I have an action item from the W3C TAG to expand my strawman writeup on our Site Data issue. I’ve written about this problem before: There’s No Such Thing as a Web Site. I’m going to do it here because this is a better writing environment and because I think the issue is of general interest (if by “general interest” we mean to heavy Web geeks).
Introduction · A Web Site is a Web Resource, identified by URI, which is a collection of other Web Resources, each identified by URI.
The two chief objectives to be met by Web Sites are:
A location of the publisher’s choice for the storage of site metadata, including for example robot control information, graphical icons, and privacy policies.
Providing a logical grouping mechanism for web pages, for the support of search and content management applications.
Web Site Membership · When a resource is included in the collection of resources that constitute a Site, we say the resource is a member of the Site. A resource may be a member of any number of Sites: zero, one, or many.

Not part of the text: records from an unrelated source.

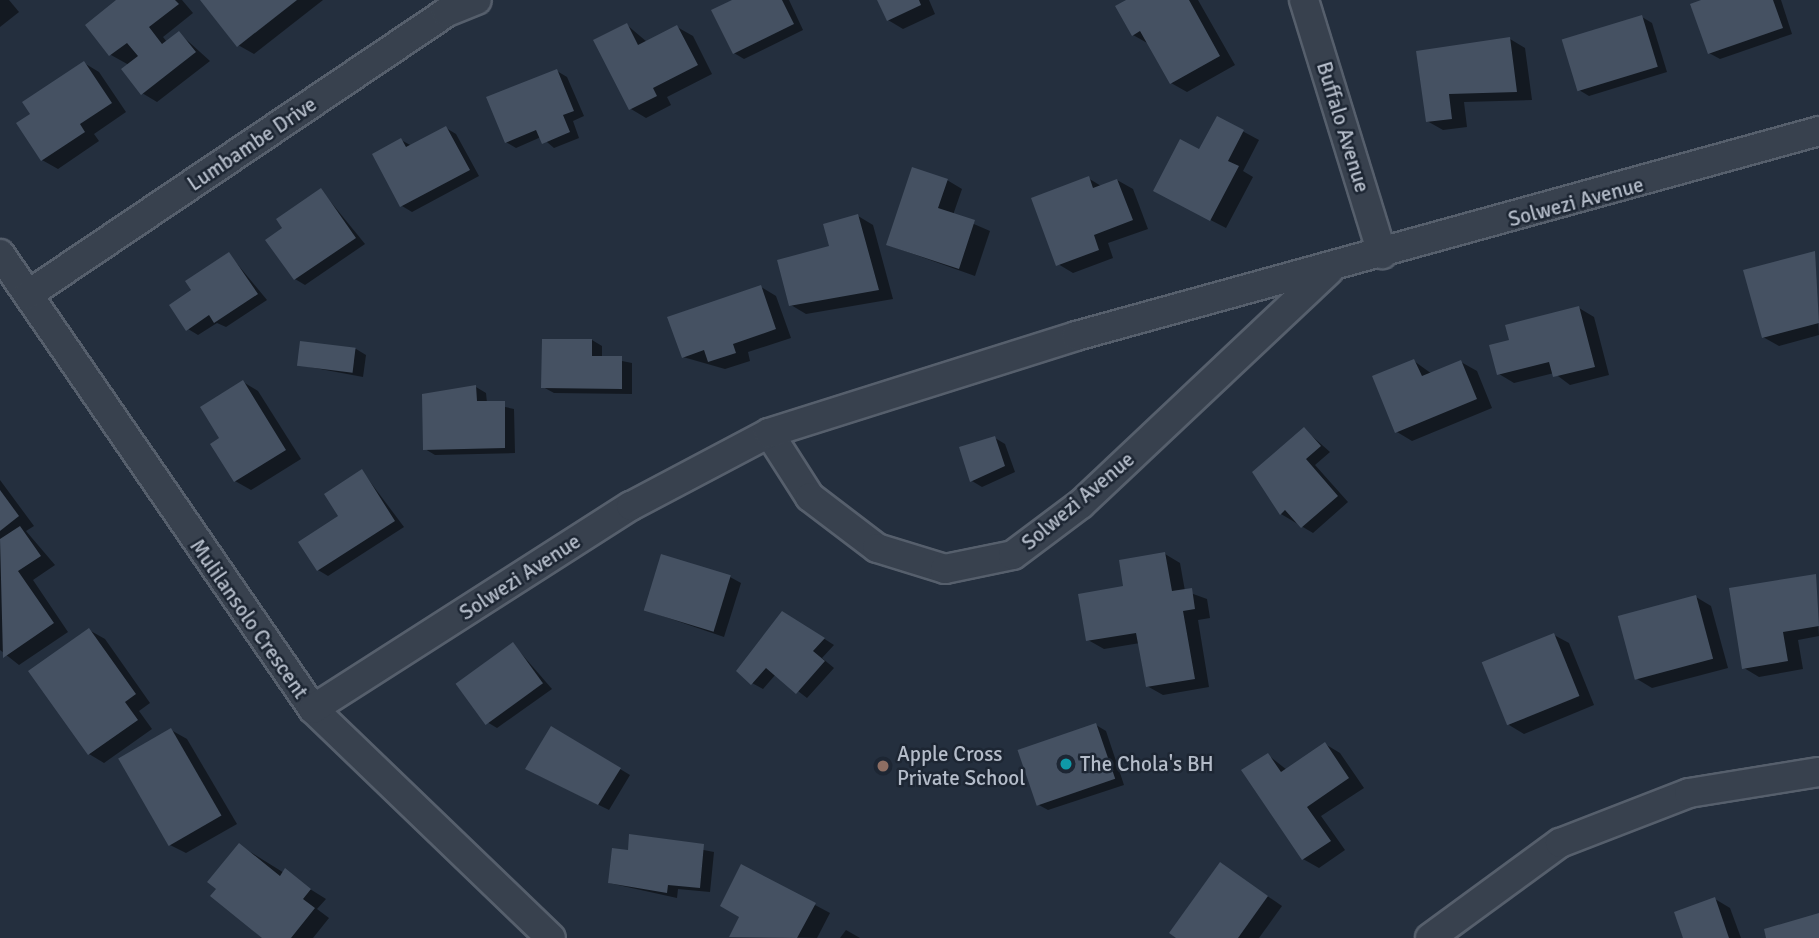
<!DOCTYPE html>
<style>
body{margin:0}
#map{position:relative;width:1819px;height:938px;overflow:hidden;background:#242f3e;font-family:Signika,sans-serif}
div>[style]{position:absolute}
.shadow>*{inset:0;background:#0007}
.building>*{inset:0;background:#455162;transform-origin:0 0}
.roads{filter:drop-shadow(2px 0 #565f6c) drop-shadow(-2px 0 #565f6c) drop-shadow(0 2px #565f6c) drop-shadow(0 -2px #565f6c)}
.street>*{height:28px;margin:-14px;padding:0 14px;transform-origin:14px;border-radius:14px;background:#38414e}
.dots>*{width:19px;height:19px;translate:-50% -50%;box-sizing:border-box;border:4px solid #1d2633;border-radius:50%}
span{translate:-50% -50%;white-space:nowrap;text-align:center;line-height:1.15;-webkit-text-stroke:5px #1d2633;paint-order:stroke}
.street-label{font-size:21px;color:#b4bcc9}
.poi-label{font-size:21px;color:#b4bcc9}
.left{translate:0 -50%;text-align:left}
</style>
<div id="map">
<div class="shadow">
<div style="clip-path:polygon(0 0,9px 0,19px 12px,0 27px)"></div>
<div style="clip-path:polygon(119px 0,182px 0,193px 13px,163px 37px,167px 42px,179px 33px,210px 61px,157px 102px,142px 93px,129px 65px,111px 55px)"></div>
<div style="clip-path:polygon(202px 0,323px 0,254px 54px,238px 45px)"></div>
<div style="clip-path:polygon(735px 0,789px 0,803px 30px,744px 59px,734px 53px)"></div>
<div style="clip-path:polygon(879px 0,929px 0,935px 14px,903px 29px,888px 20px)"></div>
<div style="clip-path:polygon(1130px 0,1198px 0,1235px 65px,1187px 92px,1171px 83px,1149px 44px,1133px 35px)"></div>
<div style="clip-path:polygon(1706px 0,1781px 0,1792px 34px,1720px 59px,1709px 53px)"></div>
<div style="clip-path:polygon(1642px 17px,1652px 23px,1667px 72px,1589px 96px,1579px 90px)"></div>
<div style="clip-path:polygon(627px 25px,647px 42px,677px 27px,693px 36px,712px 74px,667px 97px,671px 105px,646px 118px,631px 109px)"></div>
<div style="clip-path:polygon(1510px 39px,1525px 48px,1532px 100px,1464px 102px,1467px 127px,1443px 130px,1427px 121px,1418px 52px)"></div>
<div style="clip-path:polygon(84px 63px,99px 72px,126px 112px,94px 134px,99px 141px,58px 169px,42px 160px,33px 114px)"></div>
<div style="clip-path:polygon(557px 71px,567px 77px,584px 116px,573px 121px,579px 138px,554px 148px,541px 137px,516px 148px,506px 142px)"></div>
<div style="clip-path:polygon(1218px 118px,1259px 140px,1243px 171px,1253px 177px,1226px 228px,1170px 199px)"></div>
<div style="clip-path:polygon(446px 128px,456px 134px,479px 176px,412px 212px,402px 206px,401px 140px,412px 146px)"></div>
<div style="clip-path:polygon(1088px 178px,1101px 186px,1117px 180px,1133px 189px,1148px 229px,1108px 243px,1113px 258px,1073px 273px,1058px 264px)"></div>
<div style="clip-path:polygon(947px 180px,962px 189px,953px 215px,990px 231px,975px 276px,888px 245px)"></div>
<div style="clip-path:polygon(321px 190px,365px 244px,305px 285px,295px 279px)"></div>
<div style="clip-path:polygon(858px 216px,873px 225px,893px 299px,806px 314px,791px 305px)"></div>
<div style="clip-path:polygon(1814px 253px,1819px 335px,1779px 346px,1763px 337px)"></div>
<div style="clip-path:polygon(229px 254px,267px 300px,226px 327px,217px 323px,198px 335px,188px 329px,193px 290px)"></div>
<div style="clip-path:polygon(761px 287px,776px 296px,791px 338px,748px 352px,750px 361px,725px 369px,683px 357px)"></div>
<div style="clip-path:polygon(1579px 308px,1594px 317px,1609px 375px,1570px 385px,1554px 373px,1514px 383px,1499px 374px,1511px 341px)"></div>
<div style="clip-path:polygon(592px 340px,602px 346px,602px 357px,632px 363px,632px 394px,554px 393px,543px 387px)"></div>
<div style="clip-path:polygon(356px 349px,366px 355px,363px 377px,299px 365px)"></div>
<div style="clip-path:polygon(1414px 361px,1432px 374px,1461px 362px,1477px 371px,1492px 408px,1412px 441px,1397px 432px)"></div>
<div style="clip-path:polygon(243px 382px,258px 391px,301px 459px,251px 490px,235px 481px,222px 439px)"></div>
<div style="clip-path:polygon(476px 387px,486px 393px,487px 403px,514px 409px,515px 453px,435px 455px,425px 449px)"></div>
<div style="clip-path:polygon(1304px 429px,1330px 452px,1315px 465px,1348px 502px,1313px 533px,1281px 514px)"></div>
<div style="clip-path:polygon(995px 438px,1005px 444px,1015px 472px,982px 487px,972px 481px,962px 448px)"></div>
<div style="clip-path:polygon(362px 471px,404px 527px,328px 576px,318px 570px)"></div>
<div style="clip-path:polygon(0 480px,34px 526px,26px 531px,55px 565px,33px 580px,68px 632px,19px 665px,0 650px)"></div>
<div style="clip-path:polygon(1165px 554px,1180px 563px,1185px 591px,1207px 599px,1210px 618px,1198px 620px,1209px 687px,1163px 695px,1147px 686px,1140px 643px,1104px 649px,1088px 640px,1125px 587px)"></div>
<div style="clip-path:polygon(1815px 576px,1819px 636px,1798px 640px,1803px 669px,1759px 677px,1744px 668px)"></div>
<div style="clip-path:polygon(730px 577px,741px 583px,724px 637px,645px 610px)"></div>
<div style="clip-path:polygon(1696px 597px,1711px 606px,1728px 668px,1652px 688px,1637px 679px)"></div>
<div style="clip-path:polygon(793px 619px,834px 645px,822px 658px,834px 668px,807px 698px,776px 674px,763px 689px,752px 683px)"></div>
<div style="clip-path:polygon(89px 630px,105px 639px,150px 703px,139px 711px,152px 729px,104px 763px,89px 754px)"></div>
<div style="clip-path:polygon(1554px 635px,1569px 643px,1594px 705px,1524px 734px,1509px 725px)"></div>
<div style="clip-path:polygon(513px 644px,552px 689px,497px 728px,487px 722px)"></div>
<div style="clip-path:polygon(1096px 725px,1106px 731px,1124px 785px,1048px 810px,1037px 804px)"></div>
<div style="clip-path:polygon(552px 728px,630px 775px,609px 810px,538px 775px)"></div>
<div style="clip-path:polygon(171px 730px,187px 739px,237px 824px,186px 853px,170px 845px)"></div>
<div style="clip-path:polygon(1325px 744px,1340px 753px,1364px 788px,1321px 816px,1345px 850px,1319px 868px,1303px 859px,1268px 755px,1287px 770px)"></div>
<div style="clip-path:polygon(631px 836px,714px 852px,710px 892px,678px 889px,677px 898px,609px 883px,629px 851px)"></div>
<div style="clip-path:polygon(239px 845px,326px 899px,317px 909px,329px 918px,313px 938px,265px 938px,219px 888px)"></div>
<div style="clip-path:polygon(1220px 864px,1282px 906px,1259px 938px,1179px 938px)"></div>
<div style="clip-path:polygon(1715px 899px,1730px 908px,1741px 938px,1685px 938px)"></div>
<div style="clip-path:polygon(815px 905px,830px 913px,817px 938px,731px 936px)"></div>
<div style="clip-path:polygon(846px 930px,860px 938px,840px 938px)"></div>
</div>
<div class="building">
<div style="clip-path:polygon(116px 0,175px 0,179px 4px,149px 27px,162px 44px,179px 31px,196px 52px,141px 95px,121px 69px,138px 56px,127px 43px,109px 56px,85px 25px)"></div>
<div style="clip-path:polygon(200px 0,297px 0,237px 47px)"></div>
<div style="clip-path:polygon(732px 0,782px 0,794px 24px,733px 54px,711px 10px)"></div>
<div style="clip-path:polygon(877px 0,919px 0,921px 5px,887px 21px)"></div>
<div style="clip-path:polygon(1126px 0,1189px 0,1220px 56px,1170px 84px,1140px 31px,1132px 36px,1115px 6px)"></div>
<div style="clip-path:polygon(1701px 0,1773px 0,1783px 28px,1708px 54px,1690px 4px)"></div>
<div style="left:1642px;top:15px;width:54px;height:84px;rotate:73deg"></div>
<div style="clip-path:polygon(627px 23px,638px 45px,677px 25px,698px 65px,653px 88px,657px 96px,629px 110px,593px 40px)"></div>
<div style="clip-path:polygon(1510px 37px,1517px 92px,1449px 94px,1452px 119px,1426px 122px,1416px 51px)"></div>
<div style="clip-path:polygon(84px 61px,112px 103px,80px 124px,85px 132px,41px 161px,16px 123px,30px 114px,22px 102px)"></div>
<div style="clip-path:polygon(557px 69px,574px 111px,563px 115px,570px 132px,542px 144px,536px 130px,505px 143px,486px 97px)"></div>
<div style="clip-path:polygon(1217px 116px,1244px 130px,1228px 161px,1239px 166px,1210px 221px,1153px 191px,1180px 139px,1199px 149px)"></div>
<div style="clip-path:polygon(446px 126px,470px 170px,400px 207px,372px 154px,401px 138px,406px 147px)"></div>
<div style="clip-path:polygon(912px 167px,948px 179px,938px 208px,975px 220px,959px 269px,886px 245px)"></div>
<div style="clip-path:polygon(1089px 176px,1093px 188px,1117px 179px,1133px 220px,1094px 235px,1099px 250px,1056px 266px,1031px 198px)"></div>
<div style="clip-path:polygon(321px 188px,356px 238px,294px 280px,265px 240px,282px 228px,276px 219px)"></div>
<div style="clip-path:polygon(858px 214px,879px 290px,789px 306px,777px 260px,829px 246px,823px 224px)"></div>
<div style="clip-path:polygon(1815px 251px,1819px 323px,1762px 338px,1743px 270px)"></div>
<div style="clip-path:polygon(229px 252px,258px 294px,214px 323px,209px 315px,186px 331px,169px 305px,191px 290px,185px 281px)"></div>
<div style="clip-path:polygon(761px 285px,776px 329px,733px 344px,736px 353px,708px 362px,704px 350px,682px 358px,667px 317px)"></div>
<div style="clip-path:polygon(1579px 306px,1595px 367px,1553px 377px,1549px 362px,1497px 375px,1489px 345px,1509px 340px,1505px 325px)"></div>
<div style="clip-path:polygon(542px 339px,592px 339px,592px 356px,622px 356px,622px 389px,541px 388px)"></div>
<div style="left:300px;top:341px;width:56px;height:25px;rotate:7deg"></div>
<div style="clip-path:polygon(1414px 359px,1422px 376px,1461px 360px,1477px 399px,1395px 433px,1372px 376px)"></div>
<div style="clip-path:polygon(243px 380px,286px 450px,234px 482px,210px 444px,219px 438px,200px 407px)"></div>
<div style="clip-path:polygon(476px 385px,477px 401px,505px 401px,505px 448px,423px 450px,422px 394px)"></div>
<div style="clip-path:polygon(1304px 427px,1321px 446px,1306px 459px,1338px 496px,1301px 528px,1285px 510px,1280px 515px,1252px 472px)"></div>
<div style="clip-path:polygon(995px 436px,1005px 466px,970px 482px,959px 447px)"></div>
<div style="clip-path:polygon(362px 469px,395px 521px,317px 571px,298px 542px,338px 516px,324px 494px)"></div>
<div style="clip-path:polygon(0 490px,19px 516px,0 531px)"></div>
<div style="clip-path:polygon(20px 526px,41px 556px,18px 571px,54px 623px,3px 658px,0 539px)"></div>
<div style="clip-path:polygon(1165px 552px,1172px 591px,1192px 588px,1195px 609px,1183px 611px,1195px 679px,1146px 687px,1136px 633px,1086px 641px,1078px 594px,1123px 586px,1119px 560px)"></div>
<div style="left:661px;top:554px;width:73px;height:59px;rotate:17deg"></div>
<div style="clip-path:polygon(1816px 574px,1819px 626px,1783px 632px,1788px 661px,1742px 669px,1729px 588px)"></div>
<div style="left:1696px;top:595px;width:66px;height:81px;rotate:75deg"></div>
<div style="clip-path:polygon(782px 611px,825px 638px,813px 651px,825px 661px,796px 694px,766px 668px,751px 685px,736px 671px)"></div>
<div style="clip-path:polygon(89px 628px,136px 694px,125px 702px,138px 720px,88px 755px,28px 671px)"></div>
<div style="left:1554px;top:633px;width:68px;height:78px;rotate:68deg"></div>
<div style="left:513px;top:642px;width:51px;height:71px;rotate:54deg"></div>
<div style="left:1096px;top:723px;width:59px;height:83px;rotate:71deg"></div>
<div style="clip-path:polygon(551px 726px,621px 768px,598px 805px,525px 769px)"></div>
<div style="left:171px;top:728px;width:101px;height:61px;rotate:60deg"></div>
<div style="clip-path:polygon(1325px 742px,1349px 778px,1307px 807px,1331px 841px,1302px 860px,1241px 770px,1268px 753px,1281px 772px)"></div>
<div style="clip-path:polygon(629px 834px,704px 844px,700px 888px,668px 885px,667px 893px,608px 883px,612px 848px,628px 850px)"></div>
<div style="clip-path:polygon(239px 843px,280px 876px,285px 868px,311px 889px,303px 899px,315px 908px,291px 938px,262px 938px,210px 896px,216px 889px,207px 882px)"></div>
<div style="clip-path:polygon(1220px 862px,1268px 896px,1238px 938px,1176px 938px,1169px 933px)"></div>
<div style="clip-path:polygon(741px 864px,816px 903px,797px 938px,729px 937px,739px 917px,720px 906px)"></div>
<div style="clip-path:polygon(1715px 897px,1729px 938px,1683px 938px,1674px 912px)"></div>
<div style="clip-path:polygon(1819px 913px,1819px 938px,1766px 938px,1764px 929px)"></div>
</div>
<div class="roads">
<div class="street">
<div style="left:1304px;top:0;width:266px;rotate:72.9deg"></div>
<div style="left:0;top:254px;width:552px;rotate:55.48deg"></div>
<div style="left:313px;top:709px;width:330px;rotate:43.9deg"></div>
<div style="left:29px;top:294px;width:504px;rotate:-34.01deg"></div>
<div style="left:447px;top:12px;width:32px;rotate:-22deg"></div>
<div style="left:769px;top:433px;width:76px;rotate:57.4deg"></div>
<div style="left:810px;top:497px;width:84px;rotate:37.3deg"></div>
<div style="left:877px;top:548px;width:71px;rotate:17.2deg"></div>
<div style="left:945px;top:569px;width:69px;rotate:-11.6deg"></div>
<div style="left:1013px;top:555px;width:85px;rotate:-36.9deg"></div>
<div style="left:1081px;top:504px;width:340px;rotate:-43.3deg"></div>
<div style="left:313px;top:709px;width:377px;rotate:-32.6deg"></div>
<div style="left:631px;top:506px;width:156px;rotate:-27.9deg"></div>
<div style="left:769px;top:433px;width:322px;rotate:-17.5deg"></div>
<div style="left:1076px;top:336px;width:771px;rotate:-15.42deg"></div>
<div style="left:1430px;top:938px;width:161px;rotate:-36.2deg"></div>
<div style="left:1560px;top:843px;width:138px;rotate:-21.2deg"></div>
<div style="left:1689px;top:793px;width:132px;rotate:-9.2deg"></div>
</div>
</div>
<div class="dots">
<div style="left:1066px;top:764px;background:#0f9aa8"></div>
<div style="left:883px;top:766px;background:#8d6e63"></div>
</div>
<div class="street-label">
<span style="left:1343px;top:127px;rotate:73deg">Buffalo Avenue</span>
<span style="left:252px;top:144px;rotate:-34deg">Lumbambe Drive</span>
<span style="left:1576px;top:202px;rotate:-15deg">Solwezi Avenue</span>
<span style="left:1078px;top:501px;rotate:-40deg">Solwezi Avenue</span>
<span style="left:520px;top:577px;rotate:-33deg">Solwezi Avenue</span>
<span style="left:249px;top:619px;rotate:55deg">Mulilansolo Crescent</span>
</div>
<div class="poi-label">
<span class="left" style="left:897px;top:766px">Apple Cross<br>Private School</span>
<span class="left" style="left:1080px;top:764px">The Chola's BH</span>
</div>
</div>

A representation of a resource may include assertions of membership in one or more Sites. A representation of a Site may include the assertion that one or more resources are members of that Site. Clearly, inconsistencies and disagreements can arise; software is free to establish its own policies for dealing with them.
Resource Representations and Site Membership ·
A resource representation can assert Site membership in either its
metadata or data.
For example, a header could be added to the HTTP protocol,
Website:
, which specifies a URI and asserts the resource’s
membership in that Site.
A representation could include multiple Website:
headers.
Designers of any language used in resource representations could include a
method for a representation to assert membership in a site.
For example, a new value of the rel
attribute of XHTML’s
link
attribute could serve this purpose.
Site Representations · For the notion of a Site to be useful, it would be necessary to establish an expectation that it would provide representations in a predictable and useful data format. This format should meet the following goals:
It should be human-readable.
It should contain assertions that individual resources are members of the site.
It should contain assertions that groups of resources identified by URI prefix are members of the site.
It should contain the identification of per-site metadata, probably identified by “Nature” and “Purpose” in the style of RDDL.